Five Things to Know before reading Listening to Love

Hearts in Harmony—book 1 in the Amish Journeys series—introduces readers to southern Indiana and to a couple of very different Amish communities in and near the towns of Orleans and Montgomery. Several of the characters from Hearts in Harmony carry over into Listening to Love, continuing to explore these new areas. The correlation between these books is that they all dive into situations that aren’t usually covered in Amish novels. For Mary and Levi, their story centers around their love for music but also the way that families come together in a unexpected ways. Similarly, Listening to Love travels down a path rarely taken in Amish stories. To say too much would reveal spoilers, but I can tell you that there are two very untraditional romances occurring in Listening to Love.  

Listening to Love’s primary message is that there are good and bad people in every walk of life. Things aren’t always what they seem. The story focuses on the characters opening their hearts in ways they couldn’t have foreseen, accepting God’s will even though it wasn’t in their plan. The Amish are known to accept God’s will without question, but what about the Englisch characters? We are all humans with faults, misdirected perceptions, vulnerabilities, and qualities we aren’t always proud of—even the Amish, who are often portrayed in an unrealistic way. Listening to Love story explores the universal truths about all people, that we are more like our Amish friends than we might think, and vice versa.  

In a novel, the situation should be plausible, unless you are writing in a genre that allows for a lot more leniency (i.e. dystopian, fantasy, etc.). There aren’t very many people who truly follow through and convert to the Amish way of life. But, readers enjoy stories that enable them to escape through characters that stray from the norm. As related to the Amish, readers often envision themselves as someone seeking a simpler way of life, void of carpools, appointments, high traffic areas, cell phones, not having to wear makeup or worry about outward appearance . . . and the list goes on. When I write my stories, I strive to create a story that is plausible and believable, but I also hope to deliver a message and provide entertainment. 

No. But I had a specific purpose for creating Moses. And, without giving any spoilers, let me just say that my reason was—there are good and bad people in every race, religion, and geographic location. Poor choices, deception, and untruthfulness are universal. The Amish are not immune to their share of diversity when it comes to a person’s character traits and intentions.

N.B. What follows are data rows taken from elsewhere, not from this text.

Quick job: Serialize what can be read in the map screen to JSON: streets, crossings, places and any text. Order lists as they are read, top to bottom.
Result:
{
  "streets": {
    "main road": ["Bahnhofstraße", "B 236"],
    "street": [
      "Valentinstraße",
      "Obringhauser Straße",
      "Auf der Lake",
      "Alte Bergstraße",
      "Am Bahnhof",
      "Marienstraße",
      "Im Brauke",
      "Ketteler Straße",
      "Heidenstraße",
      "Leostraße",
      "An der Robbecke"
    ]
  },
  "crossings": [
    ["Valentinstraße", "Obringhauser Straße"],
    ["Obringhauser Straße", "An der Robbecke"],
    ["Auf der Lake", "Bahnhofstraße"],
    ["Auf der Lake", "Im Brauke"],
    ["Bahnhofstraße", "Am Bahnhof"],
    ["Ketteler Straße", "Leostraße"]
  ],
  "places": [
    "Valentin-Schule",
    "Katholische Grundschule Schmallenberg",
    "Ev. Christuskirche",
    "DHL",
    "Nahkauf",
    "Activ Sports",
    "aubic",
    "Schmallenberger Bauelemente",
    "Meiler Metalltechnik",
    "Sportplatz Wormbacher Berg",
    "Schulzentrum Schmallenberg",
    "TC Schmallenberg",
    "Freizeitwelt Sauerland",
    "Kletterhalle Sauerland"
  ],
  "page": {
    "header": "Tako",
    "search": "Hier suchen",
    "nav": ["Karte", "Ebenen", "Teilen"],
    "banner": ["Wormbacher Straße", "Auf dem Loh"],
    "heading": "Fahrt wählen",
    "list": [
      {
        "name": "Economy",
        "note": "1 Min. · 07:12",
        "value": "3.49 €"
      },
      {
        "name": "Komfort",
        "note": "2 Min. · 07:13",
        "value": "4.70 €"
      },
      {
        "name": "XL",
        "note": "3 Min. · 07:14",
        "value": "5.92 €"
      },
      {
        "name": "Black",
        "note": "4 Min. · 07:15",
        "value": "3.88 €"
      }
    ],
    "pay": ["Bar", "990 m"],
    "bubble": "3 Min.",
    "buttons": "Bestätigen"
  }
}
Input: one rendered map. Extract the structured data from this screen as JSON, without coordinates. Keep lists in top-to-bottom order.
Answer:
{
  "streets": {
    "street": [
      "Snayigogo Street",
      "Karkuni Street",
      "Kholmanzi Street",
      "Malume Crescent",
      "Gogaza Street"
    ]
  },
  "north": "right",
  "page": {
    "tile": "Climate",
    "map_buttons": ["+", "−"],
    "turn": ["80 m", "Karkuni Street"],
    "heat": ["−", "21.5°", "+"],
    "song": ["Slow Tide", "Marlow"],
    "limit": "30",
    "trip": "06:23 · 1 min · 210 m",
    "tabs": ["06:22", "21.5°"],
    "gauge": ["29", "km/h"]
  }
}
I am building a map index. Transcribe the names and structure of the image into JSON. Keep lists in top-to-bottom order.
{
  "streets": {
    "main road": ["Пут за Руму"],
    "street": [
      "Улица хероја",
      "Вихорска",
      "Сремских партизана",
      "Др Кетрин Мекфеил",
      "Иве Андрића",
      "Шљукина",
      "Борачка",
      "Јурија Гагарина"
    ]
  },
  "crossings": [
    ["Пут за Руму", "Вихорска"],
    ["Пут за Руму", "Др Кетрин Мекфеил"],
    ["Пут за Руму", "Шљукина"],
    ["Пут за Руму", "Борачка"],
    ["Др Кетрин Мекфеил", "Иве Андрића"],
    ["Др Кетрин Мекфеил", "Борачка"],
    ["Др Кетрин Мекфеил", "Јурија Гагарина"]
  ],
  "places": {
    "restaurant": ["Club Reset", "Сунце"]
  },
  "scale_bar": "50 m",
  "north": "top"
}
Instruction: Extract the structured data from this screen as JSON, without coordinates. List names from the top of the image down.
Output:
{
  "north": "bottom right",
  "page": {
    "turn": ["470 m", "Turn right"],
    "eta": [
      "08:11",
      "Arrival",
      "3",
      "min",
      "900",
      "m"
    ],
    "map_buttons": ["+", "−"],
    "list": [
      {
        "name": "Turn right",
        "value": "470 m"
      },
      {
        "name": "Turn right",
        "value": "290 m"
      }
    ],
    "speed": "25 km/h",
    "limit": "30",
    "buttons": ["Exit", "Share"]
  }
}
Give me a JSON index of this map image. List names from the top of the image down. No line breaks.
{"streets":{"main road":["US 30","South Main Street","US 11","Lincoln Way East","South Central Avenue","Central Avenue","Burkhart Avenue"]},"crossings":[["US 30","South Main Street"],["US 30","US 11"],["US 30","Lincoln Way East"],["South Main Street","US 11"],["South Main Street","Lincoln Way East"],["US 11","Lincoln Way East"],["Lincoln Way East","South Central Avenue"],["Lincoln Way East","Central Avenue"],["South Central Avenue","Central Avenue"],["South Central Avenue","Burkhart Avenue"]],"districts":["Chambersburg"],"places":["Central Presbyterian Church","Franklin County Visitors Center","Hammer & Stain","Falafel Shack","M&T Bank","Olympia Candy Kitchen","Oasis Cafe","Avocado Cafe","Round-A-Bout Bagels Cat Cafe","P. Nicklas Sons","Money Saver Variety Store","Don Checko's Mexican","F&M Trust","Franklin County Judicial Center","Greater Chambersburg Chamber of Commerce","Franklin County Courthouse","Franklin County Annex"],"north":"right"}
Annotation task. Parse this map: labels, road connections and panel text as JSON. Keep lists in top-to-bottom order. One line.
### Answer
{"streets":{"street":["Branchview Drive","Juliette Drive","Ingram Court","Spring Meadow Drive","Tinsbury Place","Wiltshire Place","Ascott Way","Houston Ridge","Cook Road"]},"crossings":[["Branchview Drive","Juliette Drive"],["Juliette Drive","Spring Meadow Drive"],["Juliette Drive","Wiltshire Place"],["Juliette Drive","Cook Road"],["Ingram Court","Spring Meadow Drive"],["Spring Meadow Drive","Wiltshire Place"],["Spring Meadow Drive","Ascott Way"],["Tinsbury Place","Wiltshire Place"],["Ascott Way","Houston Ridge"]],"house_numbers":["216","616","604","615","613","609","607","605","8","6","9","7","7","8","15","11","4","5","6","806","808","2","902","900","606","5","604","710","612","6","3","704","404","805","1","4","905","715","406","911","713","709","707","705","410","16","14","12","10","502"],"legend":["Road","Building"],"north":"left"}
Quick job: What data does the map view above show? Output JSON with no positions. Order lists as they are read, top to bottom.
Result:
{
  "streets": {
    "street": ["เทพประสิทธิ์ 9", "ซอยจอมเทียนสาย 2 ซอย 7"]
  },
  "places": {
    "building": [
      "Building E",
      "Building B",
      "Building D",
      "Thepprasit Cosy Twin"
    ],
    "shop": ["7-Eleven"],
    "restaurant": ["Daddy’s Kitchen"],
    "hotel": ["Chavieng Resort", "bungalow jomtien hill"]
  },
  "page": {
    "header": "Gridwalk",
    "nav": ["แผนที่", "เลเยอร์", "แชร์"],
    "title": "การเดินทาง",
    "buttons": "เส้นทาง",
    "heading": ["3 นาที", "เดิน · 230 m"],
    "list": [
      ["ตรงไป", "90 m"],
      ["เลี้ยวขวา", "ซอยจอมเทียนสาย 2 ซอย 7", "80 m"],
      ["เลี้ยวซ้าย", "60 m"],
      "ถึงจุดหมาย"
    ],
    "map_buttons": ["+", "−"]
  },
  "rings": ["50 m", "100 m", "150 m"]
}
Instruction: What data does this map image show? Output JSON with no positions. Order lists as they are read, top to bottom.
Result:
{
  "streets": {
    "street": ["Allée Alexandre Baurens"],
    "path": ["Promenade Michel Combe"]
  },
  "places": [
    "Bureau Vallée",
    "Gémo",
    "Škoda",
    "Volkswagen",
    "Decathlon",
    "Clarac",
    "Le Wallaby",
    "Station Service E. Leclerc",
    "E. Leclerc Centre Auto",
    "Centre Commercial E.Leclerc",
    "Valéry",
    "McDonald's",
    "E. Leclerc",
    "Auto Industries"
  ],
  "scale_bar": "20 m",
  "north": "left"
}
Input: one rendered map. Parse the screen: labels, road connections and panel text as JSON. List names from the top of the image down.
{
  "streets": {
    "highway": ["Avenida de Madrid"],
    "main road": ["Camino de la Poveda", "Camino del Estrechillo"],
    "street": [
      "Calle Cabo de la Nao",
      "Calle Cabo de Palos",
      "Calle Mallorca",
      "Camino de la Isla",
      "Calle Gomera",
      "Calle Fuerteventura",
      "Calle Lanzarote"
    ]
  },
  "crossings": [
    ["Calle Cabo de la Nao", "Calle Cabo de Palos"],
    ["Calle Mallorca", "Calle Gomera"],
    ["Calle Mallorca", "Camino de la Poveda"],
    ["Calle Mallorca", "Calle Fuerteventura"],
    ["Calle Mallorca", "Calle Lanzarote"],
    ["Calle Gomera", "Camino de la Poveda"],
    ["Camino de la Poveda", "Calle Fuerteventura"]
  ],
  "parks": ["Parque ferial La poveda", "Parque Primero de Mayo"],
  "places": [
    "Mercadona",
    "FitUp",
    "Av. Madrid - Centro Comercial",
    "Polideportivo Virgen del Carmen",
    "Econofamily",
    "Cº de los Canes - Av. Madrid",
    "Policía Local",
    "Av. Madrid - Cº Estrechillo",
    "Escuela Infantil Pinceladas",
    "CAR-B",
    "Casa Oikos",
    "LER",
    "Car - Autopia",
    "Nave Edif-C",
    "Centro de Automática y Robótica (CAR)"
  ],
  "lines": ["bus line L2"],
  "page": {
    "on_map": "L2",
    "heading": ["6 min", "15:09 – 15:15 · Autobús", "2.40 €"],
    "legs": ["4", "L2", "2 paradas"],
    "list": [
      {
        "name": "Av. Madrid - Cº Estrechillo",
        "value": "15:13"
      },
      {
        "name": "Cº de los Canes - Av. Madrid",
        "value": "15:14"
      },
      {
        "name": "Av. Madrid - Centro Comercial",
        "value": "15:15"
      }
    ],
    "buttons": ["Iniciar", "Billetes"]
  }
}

Williams is a township in Lawrence County, Indiana. The Williams Dam is situated on the White River and is a popular fishing spot for locals, including the Amish folks. I’ve walked across the ‘Catwalk’ that stretches high above the rushing water below, but I only brought my fishing pole and bait one time. After looking at the enormous fishing rigs stretched for yards out into the rushing water, I opted not to join these serious fishermen (and women). My twenty-dollar Zebco from Walmart probably didn’t have enough line to even reach the water, and I’m fairly certain that if my line had become entangled with any of theirs, I might have been tossed over the side of the Catwalk. But since the dam is a hotspot for the Amish folks, it seemed a good place to include in my Amish Journey series.